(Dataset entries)
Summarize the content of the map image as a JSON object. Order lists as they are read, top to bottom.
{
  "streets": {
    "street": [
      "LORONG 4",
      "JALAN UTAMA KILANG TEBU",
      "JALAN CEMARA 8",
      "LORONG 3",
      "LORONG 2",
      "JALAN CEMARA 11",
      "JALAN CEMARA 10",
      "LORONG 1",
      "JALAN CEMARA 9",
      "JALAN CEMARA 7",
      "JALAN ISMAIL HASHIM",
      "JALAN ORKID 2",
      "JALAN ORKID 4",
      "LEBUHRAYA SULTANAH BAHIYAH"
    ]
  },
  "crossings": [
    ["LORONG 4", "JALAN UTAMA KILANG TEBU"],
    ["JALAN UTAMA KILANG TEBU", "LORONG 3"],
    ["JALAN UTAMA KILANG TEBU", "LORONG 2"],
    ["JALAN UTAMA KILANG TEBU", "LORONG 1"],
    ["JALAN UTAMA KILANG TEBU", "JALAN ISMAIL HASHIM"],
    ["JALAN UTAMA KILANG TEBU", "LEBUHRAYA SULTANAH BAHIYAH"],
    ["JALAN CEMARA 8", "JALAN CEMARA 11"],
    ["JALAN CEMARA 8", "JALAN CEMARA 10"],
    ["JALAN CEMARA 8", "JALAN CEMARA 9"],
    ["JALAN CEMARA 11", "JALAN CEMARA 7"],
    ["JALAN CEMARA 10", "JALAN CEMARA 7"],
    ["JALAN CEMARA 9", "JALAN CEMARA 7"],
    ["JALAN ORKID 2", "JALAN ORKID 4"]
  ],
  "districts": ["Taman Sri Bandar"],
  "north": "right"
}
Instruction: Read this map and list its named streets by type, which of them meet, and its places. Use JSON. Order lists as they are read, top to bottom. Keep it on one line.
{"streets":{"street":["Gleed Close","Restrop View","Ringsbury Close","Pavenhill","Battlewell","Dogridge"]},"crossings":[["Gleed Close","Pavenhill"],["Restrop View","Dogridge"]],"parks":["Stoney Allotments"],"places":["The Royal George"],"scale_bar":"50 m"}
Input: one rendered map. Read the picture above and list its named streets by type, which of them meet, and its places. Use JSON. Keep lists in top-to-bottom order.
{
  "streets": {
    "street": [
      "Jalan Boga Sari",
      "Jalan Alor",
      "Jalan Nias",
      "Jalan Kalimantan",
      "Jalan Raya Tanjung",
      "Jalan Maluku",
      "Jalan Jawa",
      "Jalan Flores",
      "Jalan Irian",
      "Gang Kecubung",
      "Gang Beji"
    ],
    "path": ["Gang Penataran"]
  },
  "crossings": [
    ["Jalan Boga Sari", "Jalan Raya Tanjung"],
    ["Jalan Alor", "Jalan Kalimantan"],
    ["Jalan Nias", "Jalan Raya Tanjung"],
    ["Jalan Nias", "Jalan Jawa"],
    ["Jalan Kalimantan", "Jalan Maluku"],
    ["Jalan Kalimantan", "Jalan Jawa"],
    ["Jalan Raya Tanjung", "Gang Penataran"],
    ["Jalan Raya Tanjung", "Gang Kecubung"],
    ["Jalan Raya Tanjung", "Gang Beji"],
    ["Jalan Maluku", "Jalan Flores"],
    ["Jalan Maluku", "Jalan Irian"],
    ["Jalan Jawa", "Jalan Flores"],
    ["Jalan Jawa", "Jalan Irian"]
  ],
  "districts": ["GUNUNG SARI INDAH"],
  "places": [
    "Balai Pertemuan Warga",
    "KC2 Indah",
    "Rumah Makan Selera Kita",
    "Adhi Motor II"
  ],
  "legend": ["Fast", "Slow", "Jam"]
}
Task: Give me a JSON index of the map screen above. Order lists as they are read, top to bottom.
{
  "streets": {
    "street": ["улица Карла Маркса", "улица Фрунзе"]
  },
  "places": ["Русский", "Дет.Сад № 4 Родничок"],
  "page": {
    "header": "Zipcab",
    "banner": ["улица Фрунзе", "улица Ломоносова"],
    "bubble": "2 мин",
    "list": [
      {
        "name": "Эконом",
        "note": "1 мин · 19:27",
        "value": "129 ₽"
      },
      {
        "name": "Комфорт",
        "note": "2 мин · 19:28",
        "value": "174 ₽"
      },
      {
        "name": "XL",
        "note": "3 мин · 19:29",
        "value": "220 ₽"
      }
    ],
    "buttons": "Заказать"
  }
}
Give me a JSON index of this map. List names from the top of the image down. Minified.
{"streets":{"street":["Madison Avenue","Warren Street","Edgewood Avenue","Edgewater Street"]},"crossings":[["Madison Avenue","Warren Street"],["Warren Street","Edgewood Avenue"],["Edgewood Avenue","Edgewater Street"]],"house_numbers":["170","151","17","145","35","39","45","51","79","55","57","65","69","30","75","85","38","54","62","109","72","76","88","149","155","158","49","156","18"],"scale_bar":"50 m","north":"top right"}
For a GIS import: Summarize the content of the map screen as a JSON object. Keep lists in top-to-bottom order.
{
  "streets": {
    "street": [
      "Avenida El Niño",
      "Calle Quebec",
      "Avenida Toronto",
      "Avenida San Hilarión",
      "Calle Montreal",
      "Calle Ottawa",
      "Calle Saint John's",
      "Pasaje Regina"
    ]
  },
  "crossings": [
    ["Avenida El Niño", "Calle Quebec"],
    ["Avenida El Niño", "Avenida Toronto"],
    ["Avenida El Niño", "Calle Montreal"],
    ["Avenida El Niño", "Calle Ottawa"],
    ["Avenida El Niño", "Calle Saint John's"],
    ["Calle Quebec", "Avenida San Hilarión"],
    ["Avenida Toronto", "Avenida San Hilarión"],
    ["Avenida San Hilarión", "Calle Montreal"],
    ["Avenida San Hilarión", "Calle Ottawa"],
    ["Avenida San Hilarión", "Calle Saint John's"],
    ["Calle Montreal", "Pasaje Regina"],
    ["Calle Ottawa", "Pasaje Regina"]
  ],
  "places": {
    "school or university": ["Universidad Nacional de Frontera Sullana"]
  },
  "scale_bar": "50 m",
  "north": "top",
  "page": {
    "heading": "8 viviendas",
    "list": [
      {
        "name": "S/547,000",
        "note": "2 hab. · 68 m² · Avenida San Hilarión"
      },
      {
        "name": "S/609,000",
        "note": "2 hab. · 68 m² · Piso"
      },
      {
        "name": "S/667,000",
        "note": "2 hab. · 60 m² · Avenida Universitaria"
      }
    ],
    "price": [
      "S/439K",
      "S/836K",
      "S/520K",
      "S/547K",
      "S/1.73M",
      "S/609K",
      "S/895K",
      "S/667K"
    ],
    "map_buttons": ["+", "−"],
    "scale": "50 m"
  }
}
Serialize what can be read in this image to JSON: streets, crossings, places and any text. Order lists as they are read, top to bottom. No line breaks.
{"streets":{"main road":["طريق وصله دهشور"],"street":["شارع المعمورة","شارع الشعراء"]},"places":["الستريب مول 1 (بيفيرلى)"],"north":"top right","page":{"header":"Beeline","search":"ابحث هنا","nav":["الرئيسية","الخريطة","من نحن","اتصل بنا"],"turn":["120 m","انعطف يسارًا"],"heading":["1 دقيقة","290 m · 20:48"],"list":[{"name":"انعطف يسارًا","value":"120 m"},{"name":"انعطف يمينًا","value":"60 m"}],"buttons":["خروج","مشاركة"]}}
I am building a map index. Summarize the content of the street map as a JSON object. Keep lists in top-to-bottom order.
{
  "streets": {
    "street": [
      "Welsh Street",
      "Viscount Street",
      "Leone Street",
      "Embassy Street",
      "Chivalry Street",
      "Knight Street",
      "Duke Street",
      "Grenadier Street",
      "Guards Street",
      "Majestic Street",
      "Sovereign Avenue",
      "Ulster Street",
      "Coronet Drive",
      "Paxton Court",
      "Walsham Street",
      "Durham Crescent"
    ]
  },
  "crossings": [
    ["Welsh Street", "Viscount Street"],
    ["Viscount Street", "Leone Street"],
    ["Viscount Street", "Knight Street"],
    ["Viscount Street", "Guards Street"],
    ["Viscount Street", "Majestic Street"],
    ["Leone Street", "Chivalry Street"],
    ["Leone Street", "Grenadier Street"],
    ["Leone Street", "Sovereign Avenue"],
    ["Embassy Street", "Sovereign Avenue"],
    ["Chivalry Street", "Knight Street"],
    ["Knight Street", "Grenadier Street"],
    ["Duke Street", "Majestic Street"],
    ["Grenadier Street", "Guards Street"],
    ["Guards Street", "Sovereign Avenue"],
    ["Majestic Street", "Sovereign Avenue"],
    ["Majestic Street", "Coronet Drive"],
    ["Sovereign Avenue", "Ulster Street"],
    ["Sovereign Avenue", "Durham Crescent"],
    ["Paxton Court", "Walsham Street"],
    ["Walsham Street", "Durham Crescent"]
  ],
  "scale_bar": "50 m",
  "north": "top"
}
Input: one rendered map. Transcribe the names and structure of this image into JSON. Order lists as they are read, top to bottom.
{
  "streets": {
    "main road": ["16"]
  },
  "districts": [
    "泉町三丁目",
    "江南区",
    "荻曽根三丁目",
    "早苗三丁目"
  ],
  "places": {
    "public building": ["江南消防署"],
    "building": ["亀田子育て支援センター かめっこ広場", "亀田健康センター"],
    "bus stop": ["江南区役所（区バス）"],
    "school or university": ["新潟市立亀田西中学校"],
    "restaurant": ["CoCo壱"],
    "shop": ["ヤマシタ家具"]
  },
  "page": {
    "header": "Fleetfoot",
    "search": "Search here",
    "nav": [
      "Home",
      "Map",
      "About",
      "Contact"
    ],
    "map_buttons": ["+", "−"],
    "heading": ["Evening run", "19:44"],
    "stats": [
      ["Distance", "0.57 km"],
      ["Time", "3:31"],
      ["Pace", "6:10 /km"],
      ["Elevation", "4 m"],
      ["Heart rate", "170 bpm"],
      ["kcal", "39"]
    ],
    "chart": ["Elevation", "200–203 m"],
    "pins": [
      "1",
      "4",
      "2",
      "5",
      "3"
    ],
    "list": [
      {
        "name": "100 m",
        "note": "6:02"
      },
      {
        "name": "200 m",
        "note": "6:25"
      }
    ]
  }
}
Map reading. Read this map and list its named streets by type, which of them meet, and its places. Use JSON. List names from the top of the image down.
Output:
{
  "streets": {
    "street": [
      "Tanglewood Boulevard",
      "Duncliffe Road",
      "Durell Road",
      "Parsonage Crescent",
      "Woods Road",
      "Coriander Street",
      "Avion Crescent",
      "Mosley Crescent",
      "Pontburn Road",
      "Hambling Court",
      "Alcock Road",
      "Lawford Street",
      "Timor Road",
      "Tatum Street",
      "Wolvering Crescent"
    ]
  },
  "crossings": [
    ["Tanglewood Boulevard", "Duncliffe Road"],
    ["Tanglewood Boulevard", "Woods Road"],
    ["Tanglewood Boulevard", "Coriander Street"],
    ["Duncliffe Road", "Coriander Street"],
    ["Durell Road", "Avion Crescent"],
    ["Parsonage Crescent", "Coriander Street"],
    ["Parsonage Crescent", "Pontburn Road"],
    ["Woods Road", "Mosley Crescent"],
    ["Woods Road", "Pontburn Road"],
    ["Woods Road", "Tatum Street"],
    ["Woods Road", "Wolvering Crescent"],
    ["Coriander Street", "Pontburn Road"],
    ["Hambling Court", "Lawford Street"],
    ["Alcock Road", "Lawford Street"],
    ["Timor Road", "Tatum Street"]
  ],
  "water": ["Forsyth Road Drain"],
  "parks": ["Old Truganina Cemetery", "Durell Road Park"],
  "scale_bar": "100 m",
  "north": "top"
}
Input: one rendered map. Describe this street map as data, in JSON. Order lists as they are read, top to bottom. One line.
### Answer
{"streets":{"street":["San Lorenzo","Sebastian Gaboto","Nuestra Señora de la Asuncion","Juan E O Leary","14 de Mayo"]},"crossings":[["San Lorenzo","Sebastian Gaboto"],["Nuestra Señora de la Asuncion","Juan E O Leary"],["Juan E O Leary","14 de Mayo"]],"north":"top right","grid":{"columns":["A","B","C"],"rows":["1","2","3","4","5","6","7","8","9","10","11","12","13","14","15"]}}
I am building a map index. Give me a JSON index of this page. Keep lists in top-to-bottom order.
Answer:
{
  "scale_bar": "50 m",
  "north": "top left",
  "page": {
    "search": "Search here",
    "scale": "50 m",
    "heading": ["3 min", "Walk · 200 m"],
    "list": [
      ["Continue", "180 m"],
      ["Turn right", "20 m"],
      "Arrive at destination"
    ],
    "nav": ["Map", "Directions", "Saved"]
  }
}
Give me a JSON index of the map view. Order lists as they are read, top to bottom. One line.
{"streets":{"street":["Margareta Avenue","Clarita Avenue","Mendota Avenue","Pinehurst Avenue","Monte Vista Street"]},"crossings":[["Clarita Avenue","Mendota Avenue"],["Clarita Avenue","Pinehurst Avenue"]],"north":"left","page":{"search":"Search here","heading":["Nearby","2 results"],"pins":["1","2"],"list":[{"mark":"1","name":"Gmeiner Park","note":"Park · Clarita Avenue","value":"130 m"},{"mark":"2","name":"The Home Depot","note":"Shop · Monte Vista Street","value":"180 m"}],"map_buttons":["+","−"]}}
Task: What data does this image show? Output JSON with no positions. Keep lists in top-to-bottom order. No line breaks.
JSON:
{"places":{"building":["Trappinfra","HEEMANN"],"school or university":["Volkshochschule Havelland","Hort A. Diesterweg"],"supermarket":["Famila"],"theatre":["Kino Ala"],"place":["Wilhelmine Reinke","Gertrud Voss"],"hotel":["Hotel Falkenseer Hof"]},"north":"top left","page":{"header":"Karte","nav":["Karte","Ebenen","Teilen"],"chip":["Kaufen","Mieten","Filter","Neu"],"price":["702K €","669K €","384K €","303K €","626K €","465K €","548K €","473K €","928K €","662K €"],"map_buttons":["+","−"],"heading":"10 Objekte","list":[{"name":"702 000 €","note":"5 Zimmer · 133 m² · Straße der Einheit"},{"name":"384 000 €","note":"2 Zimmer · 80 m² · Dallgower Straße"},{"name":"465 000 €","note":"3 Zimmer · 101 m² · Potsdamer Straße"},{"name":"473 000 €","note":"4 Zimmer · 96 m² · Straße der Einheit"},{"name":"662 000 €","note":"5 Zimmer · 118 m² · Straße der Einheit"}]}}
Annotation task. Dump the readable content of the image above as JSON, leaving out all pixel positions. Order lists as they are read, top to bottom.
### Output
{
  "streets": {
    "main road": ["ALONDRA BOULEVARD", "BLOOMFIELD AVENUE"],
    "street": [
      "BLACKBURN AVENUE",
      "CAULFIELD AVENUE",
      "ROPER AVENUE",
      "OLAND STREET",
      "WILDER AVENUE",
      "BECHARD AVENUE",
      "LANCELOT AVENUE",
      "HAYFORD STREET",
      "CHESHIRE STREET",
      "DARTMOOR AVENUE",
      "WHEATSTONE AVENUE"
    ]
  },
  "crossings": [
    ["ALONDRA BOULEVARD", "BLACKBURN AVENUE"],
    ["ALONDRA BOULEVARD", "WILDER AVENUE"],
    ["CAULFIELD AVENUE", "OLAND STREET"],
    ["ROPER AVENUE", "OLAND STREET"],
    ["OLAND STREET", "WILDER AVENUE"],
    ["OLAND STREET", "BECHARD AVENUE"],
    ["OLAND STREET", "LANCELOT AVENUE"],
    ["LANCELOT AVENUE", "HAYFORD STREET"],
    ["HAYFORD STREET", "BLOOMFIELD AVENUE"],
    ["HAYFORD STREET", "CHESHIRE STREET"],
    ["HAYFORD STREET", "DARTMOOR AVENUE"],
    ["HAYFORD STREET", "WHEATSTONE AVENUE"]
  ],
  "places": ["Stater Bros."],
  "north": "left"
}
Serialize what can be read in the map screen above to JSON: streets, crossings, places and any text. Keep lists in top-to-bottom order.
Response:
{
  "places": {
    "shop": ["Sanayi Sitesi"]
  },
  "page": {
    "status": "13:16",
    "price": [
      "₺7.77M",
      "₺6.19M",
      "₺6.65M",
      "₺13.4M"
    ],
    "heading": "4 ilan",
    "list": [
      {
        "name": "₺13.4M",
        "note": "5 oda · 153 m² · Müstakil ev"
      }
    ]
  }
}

# Description of the task:
Across the entries above, how many lines include the word "Maluku"? Give only the number.

# Result:
4